Шейн сел на предложенный стул, металлический и неприятно холодящий даже сквозь одежду. Невольно отодвинулся чуть подальше от стеклянной тумбы с какими-то очень неприятными на вид инструментами.

— Времени мало, — сказал вице-президент. — Скоро я окончательно выйду из строя, до утра самое меньшее… Поэтому если хочешь что-то спросить — говори сейчас.

Шейн стиснул зубы, чувствуя, как сводит спазмом челюстные мышцы. Сейчас или уже никогда… И Питер решился.

— Мой отец учил, что все неясные вопросы надо прояснять, а у нас такой вопрос имеется, — сказал он так, чтобы собственный голос звучал твердо и жестко. Получалось не очень хорошо, но Питер старался. — Я вел переговоры с ирландцами, провел их относительно успешно, Галлоуэй отправил в Штаты своего человека с наказом не допустить его возвращения. И теперь Гарольд Ходсон убит

— Трагическая потеря.

— Стрелок, убивший президента, застрелен. Но его уже опознали, — тщательно подбирая каждое слово, вымолвил Питер. — Это ирландский террорист и социалист.

— Неисчислимы и коварны происки мирового коммунизма, — заметил вице-президент. — Думаю, что мои неудавшиеся убийцы так же были наняты красными. Мы не будем этого слишком явно афишировать, такие жесткие обвинения следует очень тщательно обосновывать, но каждый желающий — узнает.

Шейн долго собирался с силами, чтобы произнести следующую фразу, понимая, что после нее дороги назад уже не будет.

— Вы меня использовали, — сказал он. — Я был уверен, что все эти переговоры для того, чтобы подготовить ирландское подполье к возможной оккупации. А вы… вам всего лишь нужен был стрелок со стороны, снайпер, чтобы…

Шейн умолк, подумав, что выражение 'всего лишь' несколько неуместно. Питеру захотелось прокричать прямо в лицо калеке, что его, Питера Шейна, верного бойца, солдата Америки, превратили в обычного посредника для заказного убийства.

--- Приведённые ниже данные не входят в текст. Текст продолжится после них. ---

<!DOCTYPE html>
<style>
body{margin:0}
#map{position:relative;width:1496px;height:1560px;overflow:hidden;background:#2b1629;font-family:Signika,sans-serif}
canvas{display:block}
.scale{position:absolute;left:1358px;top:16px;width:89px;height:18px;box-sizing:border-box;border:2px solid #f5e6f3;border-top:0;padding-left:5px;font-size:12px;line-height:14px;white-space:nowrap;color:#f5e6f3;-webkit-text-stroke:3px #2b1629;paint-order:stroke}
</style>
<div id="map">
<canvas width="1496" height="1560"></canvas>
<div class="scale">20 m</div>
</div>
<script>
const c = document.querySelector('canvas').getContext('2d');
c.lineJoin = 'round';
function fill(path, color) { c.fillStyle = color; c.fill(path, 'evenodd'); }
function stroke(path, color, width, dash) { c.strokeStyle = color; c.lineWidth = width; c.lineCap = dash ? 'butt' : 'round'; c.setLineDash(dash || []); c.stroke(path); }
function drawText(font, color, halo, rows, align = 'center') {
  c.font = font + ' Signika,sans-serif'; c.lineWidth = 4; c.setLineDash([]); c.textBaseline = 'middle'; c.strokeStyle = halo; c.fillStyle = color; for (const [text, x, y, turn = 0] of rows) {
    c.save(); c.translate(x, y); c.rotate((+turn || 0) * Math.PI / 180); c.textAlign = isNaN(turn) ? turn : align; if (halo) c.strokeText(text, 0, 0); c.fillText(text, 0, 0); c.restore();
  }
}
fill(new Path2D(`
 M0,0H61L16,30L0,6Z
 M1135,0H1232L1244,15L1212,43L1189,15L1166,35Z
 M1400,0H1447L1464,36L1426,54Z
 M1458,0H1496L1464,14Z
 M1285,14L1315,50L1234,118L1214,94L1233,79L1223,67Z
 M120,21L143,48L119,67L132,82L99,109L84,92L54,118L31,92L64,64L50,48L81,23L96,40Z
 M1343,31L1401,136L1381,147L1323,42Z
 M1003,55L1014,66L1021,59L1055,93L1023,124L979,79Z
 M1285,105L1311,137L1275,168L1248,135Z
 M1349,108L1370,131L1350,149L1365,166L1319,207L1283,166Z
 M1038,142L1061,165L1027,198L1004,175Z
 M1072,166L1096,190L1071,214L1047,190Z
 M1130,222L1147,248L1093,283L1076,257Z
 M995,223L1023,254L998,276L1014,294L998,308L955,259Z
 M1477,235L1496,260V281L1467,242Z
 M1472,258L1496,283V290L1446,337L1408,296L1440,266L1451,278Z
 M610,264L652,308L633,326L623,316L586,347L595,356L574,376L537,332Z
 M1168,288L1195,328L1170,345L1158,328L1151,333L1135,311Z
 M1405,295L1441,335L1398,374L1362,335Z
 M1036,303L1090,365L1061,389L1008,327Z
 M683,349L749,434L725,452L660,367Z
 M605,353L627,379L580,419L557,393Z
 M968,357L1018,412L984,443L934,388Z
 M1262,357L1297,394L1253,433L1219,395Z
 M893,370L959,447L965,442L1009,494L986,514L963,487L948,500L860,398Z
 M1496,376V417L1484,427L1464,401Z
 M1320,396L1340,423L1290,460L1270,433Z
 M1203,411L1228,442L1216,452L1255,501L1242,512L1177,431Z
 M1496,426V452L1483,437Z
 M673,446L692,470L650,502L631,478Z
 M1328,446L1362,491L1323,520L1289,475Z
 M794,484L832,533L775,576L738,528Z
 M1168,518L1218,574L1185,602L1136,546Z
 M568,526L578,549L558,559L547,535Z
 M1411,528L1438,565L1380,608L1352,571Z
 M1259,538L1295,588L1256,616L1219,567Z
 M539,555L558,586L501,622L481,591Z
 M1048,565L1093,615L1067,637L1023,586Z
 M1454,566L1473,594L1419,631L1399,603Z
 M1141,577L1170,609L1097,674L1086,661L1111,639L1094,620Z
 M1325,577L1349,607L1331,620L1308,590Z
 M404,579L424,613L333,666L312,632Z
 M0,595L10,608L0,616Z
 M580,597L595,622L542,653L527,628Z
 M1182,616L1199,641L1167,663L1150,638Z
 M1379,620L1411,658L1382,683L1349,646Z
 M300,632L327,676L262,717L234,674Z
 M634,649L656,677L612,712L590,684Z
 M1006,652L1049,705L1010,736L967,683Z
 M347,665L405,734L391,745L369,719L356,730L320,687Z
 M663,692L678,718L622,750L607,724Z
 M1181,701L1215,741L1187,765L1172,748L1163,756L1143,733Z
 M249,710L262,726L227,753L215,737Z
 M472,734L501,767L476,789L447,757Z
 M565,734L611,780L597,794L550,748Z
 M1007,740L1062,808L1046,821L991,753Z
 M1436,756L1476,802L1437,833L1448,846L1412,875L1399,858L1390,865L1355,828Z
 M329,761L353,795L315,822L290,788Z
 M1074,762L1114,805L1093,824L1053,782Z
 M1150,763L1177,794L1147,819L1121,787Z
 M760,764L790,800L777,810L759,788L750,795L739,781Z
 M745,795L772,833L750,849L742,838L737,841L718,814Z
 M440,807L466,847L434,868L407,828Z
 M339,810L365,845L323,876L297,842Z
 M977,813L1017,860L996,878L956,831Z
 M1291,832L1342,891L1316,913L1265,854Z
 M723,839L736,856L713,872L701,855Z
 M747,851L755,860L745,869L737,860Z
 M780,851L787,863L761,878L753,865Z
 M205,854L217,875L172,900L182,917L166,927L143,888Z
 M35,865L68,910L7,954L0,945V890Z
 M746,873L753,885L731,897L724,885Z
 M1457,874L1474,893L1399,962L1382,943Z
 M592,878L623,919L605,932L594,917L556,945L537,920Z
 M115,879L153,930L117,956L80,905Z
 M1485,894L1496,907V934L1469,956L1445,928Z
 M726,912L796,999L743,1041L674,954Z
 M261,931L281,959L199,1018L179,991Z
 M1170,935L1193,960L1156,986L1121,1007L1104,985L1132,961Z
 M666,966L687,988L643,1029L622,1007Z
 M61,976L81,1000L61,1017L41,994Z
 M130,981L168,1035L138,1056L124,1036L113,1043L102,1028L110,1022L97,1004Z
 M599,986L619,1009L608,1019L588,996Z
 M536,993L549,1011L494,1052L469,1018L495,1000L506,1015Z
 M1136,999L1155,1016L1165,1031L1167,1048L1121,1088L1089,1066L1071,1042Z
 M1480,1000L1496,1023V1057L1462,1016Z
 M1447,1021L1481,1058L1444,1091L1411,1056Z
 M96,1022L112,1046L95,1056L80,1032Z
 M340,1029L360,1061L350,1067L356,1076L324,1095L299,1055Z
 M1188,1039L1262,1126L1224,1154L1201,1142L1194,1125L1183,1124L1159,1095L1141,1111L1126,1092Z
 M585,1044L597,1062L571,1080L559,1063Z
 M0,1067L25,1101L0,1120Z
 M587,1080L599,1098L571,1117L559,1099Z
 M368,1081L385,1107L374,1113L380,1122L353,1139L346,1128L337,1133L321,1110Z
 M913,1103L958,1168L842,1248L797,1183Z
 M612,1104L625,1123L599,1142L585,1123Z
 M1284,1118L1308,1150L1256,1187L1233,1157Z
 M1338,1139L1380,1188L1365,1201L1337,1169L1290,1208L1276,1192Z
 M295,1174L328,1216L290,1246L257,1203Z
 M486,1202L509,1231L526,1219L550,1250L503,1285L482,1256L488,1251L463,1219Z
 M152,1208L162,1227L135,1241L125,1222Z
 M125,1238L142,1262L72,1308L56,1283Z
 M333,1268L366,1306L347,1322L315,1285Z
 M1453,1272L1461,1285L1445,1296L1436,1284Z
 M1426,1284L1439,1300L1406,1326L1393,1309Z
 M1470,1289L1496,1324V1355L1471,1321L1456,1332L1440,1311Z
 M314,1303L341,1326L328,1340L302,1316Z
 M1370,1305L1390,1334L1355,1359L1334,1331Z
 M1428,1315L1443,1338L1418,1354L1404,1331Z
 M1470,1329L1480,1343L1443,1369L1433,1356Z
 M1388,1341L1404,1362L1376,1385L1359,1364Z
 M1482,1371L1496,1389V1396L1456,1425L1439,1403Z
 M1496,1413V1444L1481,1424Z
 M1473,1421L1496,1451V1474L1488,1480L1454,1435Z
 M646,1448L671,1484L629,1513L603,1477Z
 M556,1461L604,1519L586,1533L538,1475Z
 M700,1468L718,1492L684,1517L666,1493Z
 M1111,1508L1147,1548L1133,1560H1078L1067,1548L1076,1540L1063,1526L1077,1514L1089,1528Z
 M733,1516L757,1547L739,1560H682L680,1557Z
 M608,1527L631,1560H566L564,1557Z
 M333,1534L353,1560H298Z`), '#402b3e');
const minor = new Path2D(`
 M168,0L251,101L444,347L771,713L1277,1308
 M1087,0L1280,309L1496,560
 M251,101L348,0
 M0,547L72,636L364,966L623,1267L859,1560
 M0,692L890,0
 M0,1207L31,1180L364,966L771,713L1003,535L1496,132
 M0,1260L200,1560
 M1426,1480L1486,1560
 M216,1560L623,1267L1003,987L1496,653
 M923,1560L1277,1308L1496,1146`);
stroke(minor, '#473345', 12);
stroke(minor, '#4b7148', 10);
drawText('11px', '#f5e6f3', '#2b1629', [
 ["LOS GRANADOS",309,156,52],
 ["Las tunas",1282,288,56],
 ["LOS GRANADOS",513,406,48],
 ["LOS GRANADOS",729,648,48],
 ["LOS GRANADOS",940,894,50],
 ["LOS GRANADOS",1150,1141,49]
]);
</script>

— Теперь я соучастник… — тихо проговорил Шейн. — Соучастник убийства президента Соединенных Штатов…

— Мы с Гарольдом искренне уважали друг друга, но наши разногласия оказались непреодолимы. И уважение к уму и талантам оппонента только укрепляло понимание того, что конфликт уже не может быть разрешен… конвенционными методами. Удивительное совпадение, что все пришлось на один день — и его… действия, и мои. Судьба иногда проявляет своеобразное чувство юмора…

Вице-президент говорил очень ровно, лишь замедленный темп речи и лихорадочный блеск в расширенных зрачках указывали на то, что оратор не стоит за кафедрой, а лежит на больничной койке. И тон, смысл его слов… так говорят если не с равным себе, то, по крайней мере, с достойным настоящей откровенности.

— Мы с ним оба стоили друг друга. Только у меня получилось, а у него… почти получилось. Расстрелянная из пулеметов машина и две пули у меня в ноге — малая цена за … мою победу в нашем затянувшемся диспуте. Но, как я понимаю, тебя сейчас беспокоит в первую очередь собственная судьба.

— Да.

— Ты справился, и теперь ты здесь.

— Почему?

— Потому что наступают суровые времена. Времена волшебства и больших возможностей, когда самым ценным капиталом становятся верные люди. Ты очень хорошо поработал, и пора сделать следующий шаг.

— Сейчас будет предложен выбор. Или я окончательно приму вашу сторону, или не приму и тогда следует ждать неприятностей? — сардонически хмыкнул Шейн. Он внезапно почувствовал, насколько устал от всего — от интриг, двойной работы, постоянного риска, неожиданных поворотов. Устал, и потому бросал слова, как мячи для бейсбола, прямо в лицо раненому, уже не заботясь о производимом впечатлении.

— А тебе нужен выбор? — неожиданно спросил Рузвельт.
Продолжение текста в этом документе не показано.